Carbon dioxide fixation by an unprecedented hydroxo lead-chromium carbonyl complex: Synthesis, reactivity, and theoretical calculations

The novel hydroxo-bridged dimeric lead-chromium carbonyl complex [Et ₄N]₂[{PbCr₂(CO)₁₀} ₂(μ-OH)₂] ([Et₄N]₂[1]) was synthesized from the reaction of PbCl₂ and Cr(CO)₆ followed by metathesis with [Et₄N]Br in a KOH/MeOH solution. The X-ray crystallographic structure shows that dianion 1 consists of two Pb{Cr(CO)₅}₂ units bridged by two hydroxo fragments in which the Pb atoms are further coordinated with two Cr(CO)₅ groups, resulting in a distorted tetrahedral geometry.

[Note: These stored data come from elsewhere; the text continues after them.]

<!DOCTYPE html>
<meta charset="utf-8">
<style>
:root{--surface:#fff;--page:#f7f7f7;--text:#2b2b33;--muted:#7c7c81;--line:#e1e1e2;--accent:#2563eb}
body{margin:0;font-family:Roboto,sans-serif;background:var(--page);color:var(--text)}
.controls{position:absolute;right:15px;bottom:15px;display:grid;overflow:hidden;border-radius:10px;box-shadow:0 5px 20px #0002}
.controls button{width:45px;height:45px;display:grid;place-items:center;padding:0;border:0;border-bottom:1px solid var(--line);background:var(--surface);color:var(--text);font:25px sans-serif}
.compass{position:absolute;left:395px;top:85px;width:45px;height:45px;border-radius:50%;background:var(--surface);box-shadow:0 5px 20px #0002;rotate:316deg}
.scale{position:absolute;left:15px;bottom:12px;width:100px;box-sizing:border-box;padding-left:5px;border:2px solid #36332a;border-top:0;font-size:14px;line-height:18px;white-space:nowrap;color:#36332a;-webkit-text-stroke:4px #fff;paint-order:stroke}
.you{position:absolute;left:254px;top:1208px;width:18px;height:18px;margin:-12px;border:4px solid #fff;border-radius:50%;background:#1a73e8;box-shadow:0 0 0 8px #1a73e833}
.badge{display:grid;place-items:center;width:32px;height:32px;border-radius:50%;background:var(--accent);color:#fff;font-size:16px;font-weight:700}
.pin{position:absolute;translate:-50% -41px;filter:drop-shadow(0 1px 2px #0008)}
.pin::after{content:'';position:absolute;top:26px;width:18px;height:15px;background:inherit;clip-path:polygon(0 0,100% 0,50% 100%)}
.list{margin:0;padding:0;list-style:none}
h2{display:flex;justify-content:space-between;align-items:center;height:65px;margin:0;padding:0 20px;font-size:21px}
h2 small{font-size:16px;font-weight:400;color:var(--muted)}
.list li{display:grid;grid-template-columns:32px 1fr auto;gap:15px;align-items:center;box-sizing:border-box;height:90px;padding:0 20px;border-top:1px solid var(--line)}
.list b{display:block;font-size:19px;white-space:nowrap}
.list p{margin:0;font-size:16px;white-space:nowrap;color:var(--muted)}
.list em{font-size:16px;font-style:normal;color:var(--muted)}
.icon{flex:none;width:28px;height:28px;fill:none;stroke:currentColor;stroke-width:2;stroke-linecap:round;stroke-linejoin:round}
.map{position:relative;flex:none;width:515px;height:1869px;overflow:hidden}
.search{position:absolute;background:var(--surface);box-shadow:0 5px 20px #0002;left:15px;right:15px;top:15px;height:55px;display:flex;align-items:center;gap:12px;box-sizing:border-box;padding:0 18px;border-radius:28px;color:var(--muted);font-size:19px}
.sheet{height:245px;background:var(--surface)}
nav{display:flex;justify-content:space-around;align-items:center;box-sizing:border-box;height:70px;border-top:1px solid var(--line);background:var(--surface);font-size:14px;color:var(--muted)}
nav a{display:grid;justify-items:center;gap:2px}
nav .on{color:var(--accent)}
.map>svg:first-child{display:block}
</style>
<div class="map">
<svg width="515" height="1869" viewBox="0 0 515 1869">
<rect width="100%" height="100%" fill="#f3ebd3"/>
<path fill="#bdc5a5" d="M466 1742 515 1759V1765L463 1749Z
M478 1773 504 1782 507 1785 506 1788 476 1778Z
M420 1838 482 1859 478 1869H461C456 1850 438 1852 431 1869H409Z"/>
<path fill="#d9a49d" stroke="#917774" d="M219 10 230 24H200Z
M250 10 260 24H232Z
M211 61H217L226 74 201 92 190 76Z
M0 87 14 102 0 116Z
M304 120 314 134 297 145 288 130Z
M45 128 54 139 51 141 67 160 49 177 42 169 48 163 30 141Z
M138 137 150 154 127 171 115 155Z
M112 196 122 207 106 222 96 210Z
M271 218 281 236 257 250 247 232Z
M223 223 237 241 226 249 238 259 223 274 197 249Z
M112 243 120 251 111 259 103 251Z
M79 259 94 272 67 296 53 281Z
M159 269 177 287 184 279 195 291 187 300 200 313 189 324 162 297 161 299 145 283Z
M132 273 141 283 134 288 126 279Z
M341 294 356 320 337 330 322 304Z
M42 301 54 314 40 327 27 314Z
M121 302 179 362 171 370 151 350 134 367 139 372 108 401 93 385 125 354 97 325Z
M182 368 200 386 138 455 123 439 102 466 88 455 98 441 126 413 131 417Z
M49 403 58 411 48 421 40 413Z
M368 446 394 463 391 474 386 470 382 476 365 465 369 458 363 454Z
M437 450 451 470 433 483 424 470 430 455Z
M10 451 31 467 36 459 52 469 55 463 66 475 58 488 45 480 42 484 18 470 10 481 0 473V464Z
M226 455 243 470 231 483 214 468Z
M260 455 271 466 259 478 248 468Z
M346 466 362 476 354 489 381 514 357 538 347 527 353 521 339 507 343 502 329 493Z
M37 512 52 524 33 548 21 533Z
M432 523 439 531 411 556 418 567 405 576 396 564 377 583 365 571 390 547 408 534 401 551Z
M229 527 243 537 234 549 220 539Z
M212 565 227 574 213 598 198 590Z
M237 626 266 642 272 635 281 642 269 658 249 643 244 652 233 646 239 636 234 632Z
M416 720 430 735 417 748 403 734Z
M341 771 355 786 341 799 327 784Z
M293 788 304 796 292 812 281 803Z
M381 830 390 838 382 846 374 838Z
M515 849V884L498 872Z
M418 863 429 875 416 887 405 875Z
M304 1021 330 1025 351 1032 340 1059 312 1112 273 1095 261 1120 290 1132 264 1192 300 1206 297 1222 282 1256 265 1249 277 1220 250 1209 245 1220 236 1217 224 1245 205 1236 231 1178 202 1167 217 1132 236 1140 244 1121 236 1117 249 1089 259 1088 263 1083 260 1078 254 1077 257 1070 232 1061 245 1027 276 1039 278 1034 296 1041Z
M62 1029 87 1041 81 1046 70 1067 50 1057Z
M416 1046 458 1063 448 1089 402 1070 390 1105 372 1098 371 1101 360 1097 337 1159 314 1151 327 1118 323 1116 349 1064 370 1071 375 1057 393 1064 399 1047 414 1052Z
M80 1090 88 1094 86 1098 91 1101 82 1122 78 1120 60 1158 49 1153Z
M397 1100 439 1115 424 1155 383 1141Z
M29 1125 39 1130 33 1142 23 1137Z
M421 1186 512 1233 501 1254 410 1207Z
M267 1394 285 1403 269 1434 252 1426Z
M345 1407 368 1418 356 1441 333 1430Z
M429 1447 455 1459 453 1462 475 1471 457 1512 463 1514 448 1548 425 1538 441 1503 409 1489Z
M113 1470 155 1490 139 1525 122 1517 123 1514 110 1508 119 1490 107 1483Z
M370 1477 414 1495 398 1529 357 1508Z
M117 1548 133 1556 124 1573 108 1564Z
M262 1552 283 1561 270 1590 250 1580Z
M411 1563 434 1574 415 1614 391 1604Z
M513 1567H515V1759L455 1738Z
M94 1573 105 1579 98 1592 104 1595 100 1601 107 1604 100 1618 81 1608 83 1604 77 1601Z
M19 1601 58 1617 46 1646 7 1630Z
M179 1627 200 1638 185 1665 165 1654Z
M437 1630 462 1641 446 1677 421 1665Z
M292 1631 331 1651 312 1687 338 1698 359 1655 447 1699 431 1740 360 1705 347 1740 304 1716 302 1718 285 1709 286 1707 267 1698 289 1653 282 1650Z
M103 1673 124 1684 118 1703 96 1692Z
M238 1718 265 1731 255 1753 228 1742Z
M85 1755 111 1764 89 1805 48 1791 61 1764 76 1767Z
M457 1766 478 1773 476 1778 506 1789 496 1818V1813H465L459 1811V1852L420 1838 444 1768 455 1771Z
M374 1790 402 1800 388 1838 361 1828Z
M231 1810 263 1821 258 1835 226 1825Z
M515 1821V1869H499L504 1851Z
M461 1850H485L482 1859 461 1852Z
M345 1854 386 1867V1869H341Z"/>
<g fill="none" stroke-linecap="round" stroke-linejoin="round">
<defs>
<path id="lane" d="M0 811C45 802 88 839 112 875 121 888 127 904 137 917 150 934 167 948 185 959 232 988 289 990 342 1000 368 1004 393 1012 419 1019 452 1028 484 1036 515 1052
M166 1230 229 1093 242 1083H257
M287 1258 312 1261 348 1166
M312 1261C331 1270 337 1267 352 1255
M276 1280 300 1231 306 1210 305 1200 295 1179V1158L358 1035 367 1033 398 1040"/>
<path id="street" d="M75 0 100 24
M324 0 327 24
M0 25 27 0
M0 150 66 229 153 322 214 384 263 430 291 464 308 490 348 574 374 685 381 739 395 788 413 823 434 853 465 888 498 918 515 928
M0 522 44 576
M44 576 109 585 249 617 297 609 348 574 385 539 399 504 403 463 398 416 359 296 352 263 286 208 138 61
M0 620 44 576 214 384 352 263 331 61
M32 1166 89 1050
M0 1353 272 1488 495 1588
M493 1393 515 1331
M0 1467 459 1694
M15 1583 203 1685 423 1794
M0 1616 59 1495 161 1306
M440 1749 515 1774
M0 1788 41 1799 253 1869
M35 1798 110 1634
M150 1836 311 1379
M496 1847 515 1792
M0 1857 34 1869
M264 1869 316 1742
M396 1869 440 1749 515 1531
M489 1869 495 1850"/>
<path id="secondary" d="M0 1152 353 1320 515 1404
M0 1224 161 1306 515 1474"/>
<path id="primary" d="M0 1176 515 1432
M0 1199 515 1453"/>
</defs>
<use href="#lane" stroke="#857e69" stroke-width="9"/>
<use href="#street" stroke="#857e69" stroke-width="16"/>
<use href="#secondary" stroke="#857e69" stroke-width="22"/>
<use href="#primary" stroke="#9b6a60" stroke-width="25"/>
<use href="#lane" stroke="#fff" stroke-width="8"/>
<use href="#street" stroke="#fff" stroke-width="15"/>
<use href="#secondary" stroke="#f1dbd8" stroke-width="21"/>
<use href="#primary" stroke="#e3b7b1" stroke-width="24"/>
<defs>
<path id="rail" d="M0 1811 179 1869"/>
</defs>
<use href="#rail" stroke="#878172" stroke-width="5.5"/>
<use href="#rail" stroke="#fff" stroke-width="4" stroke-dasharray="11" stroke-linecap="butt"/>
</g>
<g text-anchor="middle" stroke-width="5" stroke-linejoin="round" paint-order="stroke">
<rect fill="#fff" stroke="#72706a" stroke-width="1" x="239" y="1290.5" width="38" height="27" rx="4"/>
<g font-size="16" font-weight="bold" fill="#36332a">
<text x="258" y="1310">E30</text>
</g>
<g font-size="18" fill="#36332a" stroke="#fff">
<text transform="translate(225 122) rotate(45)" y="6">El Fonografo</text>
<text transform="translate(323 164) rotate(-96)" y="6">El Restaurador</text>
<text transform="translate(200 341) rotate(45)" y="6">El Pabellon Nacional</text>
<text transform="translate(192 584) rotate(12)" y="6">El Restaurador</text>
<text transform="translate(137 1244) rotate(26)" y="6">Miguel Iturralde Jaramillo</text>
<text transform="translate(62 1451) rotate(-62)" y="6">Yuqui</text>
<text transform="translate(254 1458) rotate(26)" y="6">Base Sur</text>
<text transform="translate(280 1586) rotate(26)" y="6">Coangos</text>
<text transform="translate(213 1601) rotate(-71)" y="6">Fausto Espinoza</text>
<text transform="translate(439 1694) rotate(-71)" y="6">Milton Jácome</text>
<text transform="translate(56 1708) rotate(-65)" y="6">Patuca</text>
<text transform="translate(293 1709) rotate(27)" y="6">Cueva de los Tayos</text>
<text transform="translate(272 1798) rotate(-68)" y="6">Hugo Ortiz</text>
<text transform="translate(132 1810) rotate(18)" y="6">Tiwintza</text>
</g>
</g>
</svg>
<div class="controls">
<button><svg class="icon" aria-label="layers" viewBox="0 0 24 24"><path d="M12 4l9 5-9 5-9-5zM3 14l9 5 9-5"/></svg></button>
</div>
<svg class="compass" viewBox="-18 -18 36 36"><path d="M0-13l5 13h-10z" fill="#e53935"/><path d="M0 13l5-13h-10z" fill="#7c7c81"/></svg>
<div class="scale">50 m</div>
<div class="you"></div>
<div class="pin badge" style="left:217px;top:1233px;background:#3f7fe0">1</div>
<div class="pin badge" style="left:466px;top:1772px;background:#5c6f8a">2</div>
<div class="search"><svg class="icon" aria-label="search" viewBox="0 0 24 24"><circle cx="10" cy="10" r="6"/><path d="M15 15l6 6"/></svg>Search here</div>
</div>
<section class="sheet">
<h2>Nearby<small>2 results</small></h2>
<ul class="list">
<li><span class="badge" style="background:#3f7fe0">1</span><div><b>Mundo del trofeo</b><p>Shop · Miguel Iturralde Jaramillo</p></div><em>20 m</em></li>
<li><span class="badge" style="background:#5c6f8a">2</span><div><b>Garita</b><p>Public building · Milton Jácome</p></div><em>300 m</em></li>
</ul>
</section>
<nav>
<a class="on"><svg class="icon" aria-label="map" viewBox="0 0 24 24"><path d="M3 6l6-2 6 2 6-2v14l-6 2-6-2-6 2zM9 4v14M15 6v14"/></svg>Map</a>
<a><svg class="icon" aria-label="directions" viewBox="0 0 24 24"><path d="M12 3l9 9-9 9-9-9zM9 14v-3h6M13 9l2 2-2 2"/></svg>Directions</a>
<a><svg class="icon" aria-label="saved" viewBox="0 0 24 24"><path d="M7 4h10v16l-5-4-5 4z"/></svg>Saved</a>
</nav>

A CO₂ molecule can insert itself into dianion 1 to form two new carbonate complexes, [Et ₄N]₂[{PbCr₂(CO)₁₀}(CO₃)] ([Et₄N]₂[2]) and [Et₄N]₂[{PbCr ₂(CO)₁₀}₂(CO₃)] ([Et ₄N]₂[3]), depending on the reaction conditions. In addition, complex 2 can be transformed into 3 in CH₂Cl₂ solution at an elevated temperature. While the carbonate group in dianion 2 is bonded to one Pb atom, which is coordinated with two Cr(CO)₅ fragments, the carbonate group in 3 bridges the two Pb centers in a μ-1κ²OO′:2κ²OO′ fashion in which each Pb atom is further bonded to two Cr(CO)₅ moieties. Complexes 2 and 3 can be converted back the hydroxo complex 1 under appropriate conditions. All three unprecedented lead-chromium compounds, 1-3, were fully characterized by spectroscopic methods and single-crystal X-ray diffraction analyses. The nature and formation of complexes 1-3 were also examined by molecular orbital calculations using the B3LYP method of the density functional theory.